Segment Open
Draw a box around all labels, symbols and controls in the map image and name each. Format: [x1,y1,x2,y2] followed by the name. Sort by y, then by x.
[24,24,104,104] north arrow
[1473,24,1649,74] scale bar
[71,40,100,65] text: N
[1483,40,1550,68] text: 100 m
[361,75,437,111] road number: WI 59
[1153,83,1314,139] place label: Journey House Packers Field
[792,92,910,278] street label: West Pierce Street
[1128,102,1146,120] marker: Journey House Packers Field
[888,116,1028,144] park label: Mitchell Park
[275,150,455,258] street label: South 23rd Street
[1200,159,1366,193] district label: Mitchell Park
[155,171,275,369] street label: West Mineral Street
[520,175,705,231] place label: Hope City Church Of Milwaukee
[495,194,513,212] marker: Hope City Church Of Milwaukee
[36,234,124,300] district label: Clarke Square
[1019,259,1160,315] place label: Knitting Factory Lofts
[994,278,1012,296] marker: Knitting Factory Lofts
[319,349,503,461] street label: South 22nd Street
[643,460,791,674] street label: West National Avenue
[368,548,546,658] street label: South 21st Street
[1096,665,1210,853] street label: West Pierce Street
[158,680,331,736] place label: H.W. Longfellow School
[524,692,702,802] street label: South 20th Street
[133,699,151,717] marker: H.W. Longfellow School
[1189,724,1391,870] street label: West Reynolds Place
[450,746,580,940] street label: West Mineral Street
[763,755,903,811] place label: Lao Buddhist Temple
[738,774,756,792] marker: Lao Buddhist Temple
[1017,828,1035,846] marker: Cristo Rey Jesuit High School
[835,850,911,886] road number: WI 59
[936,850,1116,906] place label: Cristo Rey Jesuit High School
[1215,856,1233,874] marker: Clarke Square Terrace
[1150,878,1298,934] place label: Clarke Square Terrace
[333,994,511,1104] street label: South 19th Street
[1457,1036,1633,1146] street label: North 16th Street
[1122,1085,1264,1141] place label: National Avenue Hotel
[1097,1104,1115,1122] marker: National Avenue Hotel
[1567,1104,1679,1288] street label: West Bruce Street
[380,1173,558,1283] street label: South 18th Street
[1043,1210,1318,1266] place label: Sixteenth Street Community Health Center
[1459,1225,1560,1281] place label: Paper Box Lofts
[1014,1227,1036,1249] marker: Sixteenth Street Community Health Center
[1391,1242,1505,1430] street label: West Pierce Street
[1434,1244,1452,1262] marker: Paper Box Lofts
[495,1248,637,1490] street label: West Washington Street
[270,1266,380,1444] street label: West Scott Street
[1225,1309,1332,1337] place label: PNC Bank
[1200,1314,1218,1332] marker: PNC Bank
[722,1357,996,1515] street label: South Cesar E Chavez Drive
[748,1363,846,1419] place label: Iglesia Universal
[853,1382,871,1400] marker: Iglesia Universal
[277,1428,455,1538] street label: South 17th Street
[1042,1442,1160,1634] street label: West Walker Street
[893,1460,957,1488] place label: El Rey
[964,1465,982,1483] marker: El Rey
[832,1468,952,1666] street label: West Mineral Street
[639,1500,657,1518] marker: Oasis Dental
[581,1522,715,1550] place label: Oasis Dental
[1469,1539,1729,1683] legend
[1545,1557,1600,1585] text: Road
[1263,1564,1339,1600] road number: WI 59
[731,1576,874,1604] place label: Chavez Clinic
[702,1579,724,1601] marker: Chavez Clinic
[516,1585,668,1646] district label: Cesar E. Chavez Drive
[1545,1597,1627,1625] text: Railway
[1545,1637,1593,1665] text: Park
Segment Closed
**THE PROBLEM:**
Print every record exactly as written.

**RESPONSE FOR THIS EXERCISE:**
Draw a box around all labels, symbols and controls in the map image and name each. Format: [x1,y1,x2,y2] followed by the name. Sort by y, then by x.
[24,24,104,104] north arrow
[1473,24,1649,74] scale bar
[71,40,100,65] text: N
[1483,40,1550,68] text: 100 m
[361,75,437,111] road number: WI 59
[1153,83,1314,139] place label: Journey House Packers Field
[792,92,910,278] street label: West Pierce Street
[1128,102,1146,120] marker: Journey House Packers Field
[888,116,1028,144] park label: Mitchell Park
[275,150,455,258] street label: South 23rd Street
[1200,159,1366,193] district label: Mitchell Park
[155,171,275,369] street label: West Mineral Street
[520,175,705,231] place label: Hope City Church Of Milwaukee
[495,194,513,212] marker: Hope City Church Of Milwaukee
[36,234,124,300] district label: Clarke Square
[1019,259,1160,315] place label: Knitting Factory Lofts
[994,278,1012,296] marker: Knitting Factory Lofts
[319,349,503,461] street label: South 22nd Street
[643,460,791,674] street label: West National Avenue
[368,548,546,658] street label: South 21st Street
[1096,665,1210,853] street label: West Pierce Street
[158,680,331,736] place label: H.W. Longfellow School
[524,692,702,802] street label: South 20th Street
[133,699,151,717] marker: H.W. Longfellow School
[1189,724,1391,870] street label: West Reynolds Place
[450,746,580,940] street label: West Mineral Street
[763,755,903,811] place label: Lao Buddhist Temple
[738,774,756,792] marker: Lao Buddhist Temple
[1017,828,1035,846] marker: Cristo Rey Jesuit High School
[835,850,911,886] road number: WI 59
[936,850,1116,906] place label: Cristo Rey Jesuit High School
[1215,856,1233,874] marker: Clarke Square Terrace
[1150,878,1298,934] place label: Clarke Square Terrace
[333,994,511,1104] street label: South 19th Street
[1457,1036,1633,1146] street label: North 16th Street
[1122,1085,1264,1141] place label: National Avenue Hotel
[1097,1104,1115,1122] marker: National Avenue Hotel
[1567,1104,1679,1288] street label: West Bruce Street
[380,1173,558,1283] street label: South 18th Street
[1043,1210,1318,1266] place label: Sixteenth Street Community Health Center
[1459,1225,1560,1281] place label: Paper Box Lofts
[1014,1227,1036,1249] marker: Sixteenth Street Community Health Center
[1391,1242,1505,1430] street label: West Pierce Street
[1434,1244,1452,1262] marker: Paper Box Lofts
[495,1248,637,1490] street label: West Washington Street
[270,1266,380,1444] street label: West Scott Street
[1225,1309,1332,1337] place label: PNC Bank
[1200,1314,1218,1332] marker: PNC Bank
[722,1357,996,1515] street label: South Cesar E Chavez Drive
[748,1363,846,1419] place label: Iglesia Universal
[853,1382,871,1400] marker: Iglesia Universal
[277,1428,455,1538] street label: South 17th Street
[1042,1442,1160,1634] street label: West Walker Street
[893,1460,957,1488] place label: El Rey
[964,1465,982,1483] marker: El Rey
[832,1468,952,1666] street label: West Mineral Street
[639,1500,657,1518] marker: Oasis Dental
[581,1522,715,1550] place label: Oasis Dental
[1469,1539,1729,1683] legend
[1545,1557,1600,1585] text: Road
[1263,1564,1339,1600] road number: WI 59
[731,1576,874,1604] place label: Chavez Clinic
[702,1579,724,1601] marker: Chavez Clinic
[516,1585,668,1646] district label: Cesar E. Chavez Drive
[1545,1597,1627,1625] text: Railway
[1545,1637,1593,1665] text: Park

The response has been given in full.